WHAT THE TASK REQUIRES:
Across the entries below, how many lines contain the string "Compadre"? Give only the count.

SOURCE MATERIAL:

--- START ---

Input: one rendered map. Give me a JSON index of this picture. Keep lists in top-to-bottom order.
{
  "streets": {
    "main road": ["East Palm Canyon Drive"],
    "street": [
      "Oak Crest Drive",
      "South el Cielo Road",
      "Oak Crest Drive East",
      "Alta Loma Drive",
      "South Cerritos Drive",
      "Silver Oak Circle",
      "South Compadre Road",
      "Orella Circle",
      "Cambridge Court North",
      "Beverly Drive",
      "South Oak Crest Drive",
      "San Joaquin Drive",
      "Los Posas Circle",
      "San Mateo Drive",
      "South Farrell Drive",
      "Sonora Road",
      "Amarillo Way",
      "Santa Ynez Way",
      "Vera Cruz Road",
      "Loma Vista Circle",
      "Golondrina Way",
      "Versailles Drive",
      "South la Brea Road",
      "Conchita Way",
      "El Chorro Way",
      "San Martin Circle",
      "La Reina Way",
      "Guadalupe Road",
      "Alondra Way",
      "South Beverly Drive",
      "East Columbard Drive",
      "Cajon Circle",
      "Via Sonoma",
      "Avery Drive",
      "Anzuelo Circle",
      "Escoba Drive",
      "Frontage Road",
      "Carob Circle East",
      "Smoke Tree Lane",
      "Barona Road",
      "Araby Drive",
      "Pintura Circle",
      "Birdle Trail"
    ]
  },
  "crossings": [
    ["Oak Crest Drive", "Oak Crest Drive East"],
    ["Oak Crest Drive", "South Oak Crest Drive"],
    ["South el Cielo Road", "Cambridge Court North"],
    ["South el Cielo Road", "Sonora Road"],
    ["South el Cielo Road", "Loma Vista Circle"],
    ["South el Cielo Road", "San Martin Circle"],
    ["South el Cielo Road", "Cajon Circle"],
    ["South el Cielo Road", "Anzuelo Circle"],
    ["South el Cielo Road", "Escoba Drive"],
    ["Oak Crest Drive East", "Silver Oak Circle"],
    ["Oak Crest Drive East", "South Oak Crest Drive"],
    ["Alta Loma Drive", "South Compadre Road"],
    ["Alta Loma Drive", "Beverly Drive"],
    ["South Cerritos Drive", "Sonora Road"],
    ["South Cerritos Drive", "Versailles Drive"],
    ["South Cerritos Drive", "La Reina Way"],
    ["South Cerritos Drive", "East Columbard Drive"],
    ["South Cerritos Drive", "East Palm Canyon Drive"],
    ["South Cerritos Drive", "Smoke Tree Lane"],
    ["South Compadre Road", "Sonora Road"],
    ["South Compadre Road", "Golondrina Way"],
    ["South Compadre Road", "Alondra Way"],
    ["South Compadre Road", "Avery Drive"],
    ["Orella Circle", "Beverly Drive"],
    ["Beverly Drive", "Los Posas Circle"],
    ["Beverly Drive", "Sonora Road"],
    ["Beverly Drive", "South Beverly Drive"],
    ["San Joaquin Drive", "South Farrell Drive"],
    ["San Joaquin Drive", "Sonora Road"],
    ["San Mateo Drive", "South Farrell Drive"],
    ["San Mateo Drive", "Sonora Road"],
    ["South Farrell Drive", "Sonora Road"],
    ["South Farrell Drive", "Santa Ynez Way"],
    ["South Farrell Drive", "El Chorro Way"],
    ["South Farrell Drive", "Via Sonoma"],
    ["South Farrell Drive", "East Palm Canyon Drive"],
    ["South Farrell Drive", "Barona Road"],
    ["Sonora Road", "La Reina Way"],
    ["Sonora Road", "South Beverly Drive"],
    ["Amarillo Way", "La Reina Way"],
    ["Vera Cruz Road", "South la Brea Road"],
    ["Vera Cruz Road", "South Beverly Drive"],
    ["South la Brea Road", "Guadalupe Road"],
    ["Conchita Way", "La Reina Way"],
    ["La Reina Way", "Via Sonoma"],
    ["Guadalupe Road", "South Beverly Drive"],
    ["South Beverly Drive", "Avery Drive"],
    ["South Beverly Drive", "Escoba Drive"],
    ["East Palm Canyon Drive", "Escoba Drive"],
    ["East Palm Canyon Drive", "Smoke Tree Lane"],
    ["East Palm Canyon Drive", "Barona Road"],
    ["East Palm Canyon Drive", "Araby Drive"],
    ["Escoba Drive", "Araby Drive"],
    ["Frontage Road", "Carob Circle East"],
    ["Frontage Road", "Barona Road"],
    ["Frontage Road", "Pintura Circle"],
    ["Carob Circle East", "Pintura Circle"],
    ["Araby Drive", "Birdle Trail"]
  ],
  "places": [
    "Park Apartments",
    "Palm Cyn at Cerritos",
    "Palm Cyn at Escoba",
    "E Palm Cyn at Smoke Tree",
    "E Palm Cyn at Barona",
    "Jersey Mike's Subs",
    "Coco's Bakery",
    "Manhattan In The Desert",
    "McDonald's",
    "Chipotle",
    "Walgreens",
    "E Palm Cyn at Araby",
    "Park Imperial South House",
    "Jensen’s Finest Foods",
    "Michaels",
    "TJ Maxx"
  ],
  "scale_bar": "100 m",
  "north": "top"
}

--- END ---

RESULT:
6